Another holiday is upon us all, for good or ill. A vaguely disconcerting end to a vaguely disconcerting year for me.
Even though my online presence hasn’t reflected it, this has been a year of growth. When I bring a camera to my eye, I find myself asking why. I began to fall back in love with bicycles. I have road maps crisscrossed with future road trips, and the start of the year will bring them closer to asphalt, gravel, dust and dirt.
Among my gifts I got a fantastic trifecta of books this holiday, that say something about me in an odd way.
Doc Daniels “Adventures with the Mojave Phone Booth” is a must read. The personal history of high weirdness in the desert around the loneliest phone booth in the US gives a great window in to the sort of folks one runs in to out there under the big sky. Not familiar? I think everyone should know about this phone booth, and what J. G. Ballard called the “strangely poetic business” around it.

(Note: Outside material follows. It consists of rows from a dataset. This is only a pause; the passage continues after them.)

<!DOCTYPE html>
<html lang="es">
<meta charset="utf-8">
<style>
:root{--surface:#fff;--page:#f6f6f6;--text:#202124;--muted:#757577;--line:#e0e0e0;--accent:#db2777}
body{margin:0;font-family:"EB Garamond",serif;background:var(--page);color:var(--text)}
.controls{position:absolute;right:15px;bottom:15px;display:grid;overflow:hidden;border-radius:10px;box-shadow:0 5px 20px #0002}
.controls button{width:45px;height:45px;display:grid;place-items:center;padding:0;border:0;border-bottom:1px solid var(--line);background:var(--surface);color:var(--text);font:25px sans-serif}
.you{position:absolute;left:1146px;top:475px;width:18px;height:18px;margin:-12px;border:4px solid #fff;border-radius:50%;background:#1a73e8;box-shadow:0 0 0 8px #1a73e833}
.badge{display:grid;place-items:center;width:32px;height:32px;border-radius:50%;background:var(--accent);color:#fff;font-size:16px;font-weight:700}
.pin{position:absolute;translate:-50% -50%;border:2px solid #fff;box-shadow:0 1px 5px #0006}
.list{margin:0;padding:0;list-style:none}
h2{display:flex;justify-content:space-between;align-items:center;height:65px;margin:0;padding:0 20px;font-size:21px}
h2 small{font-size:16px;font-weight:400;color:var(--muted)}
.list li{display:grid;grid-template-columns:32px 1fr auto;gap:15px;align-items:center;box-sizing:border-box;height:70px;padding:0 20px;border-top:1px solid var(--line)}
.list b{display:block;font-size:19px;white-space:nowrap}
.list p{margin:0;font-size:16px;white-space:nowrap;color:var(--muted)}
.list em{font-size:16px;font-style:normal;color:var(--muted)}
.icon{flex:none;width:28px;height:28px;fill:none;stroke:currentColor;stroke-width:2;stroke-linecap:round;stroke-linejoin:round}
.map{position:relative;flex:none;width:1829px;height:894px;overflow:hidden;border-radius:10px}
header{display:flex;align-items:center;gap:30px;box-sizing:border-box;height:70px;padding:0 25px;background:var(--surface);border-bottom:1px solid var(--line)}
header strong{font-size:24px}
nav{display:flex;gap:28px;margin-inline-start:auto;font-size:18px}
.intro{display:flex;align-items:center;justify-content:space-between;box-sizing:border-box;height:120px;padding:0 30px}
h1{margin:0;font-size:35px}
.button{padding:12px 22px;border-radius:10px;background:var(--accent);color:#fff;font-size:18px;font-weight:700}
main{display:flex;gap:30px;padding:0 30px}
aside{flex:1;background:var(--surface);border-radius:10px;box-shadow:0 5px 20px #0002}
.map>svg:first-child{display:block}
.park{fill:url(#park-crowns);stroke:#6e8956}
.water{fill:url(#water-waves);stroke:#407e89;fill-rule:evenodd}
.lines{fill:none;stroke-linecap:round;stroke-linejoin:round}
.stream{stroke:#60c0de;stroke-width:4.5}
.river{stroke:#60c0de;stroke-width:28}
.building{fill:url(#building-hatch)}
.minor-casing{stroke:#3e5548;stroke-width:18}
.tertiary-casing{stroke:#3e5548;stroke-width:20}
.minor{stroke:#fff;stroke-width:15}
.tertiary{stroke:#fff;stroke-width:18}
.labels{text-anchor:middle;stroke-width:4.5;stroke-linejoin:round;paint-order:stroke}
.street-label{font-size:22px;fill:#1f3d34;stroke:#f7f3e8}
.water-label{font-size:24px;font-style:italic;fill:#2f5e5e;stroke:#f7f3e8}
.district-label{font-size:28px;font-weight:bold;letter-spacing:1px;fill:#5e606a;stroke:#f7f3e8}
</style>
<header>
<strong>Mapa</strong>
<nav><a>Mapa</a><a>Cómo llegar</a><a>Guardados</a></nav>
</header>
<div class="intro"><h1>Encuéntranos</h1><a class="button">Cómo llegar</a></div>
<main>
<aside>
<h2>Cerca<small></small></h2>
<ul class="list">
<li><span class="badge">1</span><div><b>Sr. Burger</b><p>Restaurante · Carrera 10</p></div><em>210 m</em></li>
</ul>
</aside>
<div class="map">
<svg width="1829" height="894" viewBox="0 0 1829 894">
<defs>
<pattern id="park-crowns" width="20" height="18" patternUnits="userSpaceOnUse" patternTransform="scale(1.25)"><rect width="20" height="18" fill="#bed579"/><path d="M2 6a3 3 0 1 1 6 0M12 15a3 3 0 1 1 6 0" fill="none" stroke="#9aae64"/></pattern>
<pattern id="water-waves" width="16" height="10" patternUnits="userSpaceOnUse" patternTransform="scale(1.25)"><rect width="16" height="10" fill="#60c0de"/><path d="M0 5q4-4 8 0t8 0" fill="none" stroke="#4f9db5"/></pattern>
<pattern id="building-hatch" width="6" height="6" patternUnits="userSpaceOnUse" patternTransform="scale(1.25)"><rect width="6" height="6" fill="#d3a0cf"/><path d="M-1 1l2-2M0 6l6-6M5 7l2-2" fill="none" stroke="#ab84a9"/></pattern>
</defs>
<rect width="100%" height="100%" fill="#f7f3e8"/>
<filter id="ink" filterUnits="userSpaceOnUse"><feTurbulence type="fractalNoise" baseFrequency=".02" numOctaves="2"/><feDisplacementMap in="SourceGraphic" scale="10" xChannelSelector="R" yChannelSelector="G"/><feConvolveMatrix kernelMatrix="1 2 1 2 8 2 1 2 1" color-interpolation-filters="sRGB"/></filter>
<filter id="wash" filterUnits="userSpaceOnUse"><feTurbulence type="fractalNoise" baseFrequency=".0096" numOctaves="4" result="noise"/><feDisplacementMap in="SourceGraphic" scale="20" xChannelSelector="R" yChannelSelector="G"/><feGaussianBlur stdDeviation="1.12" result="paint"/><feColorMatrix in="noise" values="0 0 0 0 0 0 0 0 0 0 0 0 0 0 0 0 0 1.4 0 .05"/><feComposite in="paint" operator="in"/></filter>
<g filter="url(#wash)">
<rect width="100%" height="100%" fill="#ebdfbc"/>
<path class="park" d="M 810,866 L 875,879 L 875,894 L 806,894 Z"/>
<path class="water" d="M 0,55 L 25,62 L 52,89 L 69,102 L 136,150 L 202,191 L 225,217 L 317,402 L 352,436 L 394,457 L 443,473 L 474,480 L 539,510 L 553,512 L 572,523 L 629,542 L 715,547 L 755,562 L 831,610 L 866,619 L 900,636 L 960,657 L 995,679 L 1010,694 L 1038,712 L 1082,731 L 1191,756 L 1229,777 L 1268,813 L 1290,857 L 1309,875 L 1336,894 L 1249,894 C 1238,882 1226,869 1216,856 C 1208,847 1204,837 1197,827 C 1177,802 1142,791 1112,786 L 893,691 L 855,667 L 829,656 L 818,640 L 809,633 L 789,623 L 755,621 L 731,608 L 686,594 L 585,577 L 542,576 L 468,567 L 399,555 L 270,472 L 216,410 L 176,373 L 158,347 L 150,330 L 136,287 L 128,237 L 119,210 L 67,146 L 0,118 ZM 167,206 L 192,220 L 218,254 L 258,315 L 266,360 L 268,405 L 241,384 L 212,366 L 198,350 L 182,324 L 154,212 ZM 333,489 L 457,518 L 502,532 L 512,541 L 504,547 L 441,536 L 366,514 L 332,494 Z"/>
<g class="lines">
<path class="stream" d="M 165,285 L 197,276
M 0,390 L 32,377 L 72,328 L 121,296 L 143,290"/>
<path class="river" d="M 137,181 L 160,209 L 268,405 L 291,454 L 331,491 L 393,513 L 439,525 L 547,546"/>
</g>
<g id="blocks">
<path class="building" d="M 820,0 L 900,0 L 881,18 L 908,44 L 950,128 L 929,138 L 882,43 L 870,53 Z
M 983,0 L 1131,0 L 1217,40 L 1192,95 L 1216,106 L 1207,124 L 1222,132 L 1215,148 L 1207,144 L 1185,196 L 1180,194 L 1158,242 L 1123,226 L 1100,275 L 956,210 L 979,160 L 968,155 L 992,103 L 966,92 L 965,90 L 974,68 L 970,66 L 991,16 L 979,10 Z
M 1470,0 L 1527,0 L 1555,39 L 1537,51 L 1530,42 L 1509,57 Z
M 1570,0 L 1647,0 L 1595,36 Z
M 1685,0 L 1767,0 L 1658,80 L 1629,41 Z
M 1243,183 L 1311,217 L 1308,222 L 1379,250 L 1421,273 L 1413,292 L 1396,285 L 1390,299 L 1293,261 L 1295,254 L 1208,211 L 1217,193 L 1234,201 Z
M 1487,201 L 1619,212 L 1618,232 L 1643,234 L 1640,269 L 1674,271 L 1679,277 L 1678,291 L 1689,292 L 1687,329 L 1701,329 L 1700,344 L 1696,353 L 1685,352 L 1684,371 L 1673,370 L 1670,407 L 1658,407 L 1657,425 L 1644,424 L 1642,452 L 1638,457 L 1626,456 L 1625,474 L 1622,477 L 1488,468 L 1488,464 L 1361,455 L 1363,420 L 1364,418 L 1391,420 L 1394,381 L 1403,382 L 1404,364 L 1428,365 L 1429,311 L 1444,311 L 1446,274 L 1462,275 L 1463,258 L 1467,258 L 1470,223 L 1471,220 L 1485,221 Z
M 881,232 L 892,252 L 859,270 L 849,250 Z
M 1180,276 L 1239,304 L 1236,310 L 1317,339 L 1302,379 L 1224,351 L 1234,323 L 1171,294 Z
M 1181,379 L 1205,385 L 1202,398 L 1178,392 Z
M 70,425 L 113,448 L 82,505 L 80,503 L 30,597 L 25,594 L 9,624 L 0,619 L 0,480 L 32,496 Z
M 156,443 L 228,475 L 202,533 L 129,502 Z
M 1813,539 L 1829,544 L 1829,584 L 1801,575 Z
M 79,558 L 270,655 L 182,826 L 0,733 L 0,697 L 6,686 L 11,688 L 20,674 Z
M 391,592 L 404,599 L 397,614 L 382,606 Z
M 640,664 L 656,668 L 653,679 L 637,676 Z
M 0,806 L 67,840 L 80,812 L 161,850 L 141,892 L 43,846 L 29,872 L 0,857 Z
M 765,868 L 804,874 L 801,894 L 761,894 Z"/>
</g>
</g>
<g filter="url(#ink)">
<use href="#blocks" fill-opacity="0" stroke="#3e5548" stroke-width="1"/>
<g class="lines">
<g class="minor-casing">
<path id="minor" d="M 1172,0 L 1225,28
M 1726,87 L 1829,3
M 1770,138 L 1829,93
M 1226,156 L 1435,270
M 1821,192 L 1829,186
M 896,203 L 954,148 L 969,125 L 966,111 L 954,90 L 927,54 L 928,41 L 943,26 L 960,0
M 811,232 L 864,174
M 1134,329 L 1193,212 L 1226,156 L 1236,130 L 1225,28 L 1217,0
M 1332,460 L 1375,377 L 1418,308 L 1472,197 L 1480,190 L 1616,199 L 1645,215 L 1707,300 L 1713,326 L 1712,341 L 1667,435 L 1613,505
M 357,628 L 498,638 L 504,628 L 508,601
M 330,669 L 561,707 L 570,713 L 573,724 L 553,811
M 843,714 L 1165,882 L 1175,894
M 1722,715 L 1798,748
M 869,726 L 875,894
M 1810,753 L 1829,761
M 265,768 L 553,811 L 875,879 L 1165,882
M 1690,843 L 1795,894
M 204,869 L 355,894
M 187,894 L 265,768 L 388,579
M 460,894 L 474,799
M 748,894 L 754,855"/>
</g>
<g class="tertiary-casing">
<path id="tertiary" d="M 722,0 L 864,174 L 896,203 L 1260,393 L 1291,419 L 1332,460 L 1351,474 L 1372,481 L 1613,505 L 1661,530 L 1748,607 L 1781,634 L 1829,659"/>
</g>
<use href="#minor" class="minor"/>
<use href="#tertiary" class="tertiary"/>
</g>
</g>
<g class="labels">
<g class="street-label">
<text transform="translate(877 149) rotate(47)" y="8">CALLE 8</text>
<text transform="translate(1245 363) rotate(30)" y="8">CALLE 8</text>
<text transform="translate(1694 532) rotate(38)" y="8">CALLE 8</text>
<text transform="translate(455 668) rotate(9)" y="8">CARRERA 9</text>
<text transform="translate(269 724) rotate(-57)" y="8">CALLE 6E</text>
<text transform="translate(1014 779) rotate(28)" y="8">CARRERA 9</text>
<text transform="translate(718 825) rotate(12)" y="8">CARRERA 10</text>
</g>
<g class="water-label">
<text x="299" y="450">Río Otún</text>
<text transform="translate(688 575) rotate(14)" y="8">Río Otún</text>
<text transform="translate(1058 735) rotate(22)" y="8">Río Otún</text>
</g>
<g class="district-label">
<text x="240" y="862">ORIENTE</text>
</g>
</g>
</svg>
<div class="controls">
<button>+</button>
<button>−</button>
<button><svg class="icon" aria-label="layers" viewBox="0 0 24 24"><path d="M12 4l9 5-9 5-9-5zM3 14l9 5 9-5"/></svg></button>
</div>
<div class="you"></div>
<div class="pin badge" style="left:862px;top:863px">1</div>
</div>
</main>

Robert Adams “What Can We Believe Where?” is a series of fantastic images of my beloved home state. Someday I hope to learn how to pack as much in to an image using as he does. Concise and yet powerful and complete at the same time. As the liner notes say, these are images of “a fragile beauty that endures despite our troubled relationship with nature and with ourselves.”
Ourselves. That dovetails nicely with the last book, “On Landscape and Meaning” by Richard Misrach. I haven’t seen much of his work, and I look forward to what this book teaches me. One of the images leapt out at me.
It is striking.
The series “Border Cantos” captures disasters along the border, everything from pits full of dead animals to nuclear sites, this was just the cusp of this disaster. Nearly 20 years ago, people were worried about migrants. Now they are subject of hatred and cruelty.
Supposedly, this holiday is to celebrate the birth of a person who preached peace, raising up the poor, welcoming the stranger, and comforting the needy. The contrast is, as I said, striking.
Hope this holiday brings you happiness and peace. But take a moment and sit with discomfort. Think about a position before you take it. Question things before believing them. See where that leads you.
The best and brightest thing about the future is that we can choose what it is. I hope we choose well.
I’m going to leave comments off on this one. I’m sure that will lead to someone finding me elsewhere and calling me a coward, but that’s not so. I have limited patience these days, and I am still trying to be my better self. One who does not rage or get violent any more. My own personal peace has more value than your opinion, which I am not obligated to listen to anyway.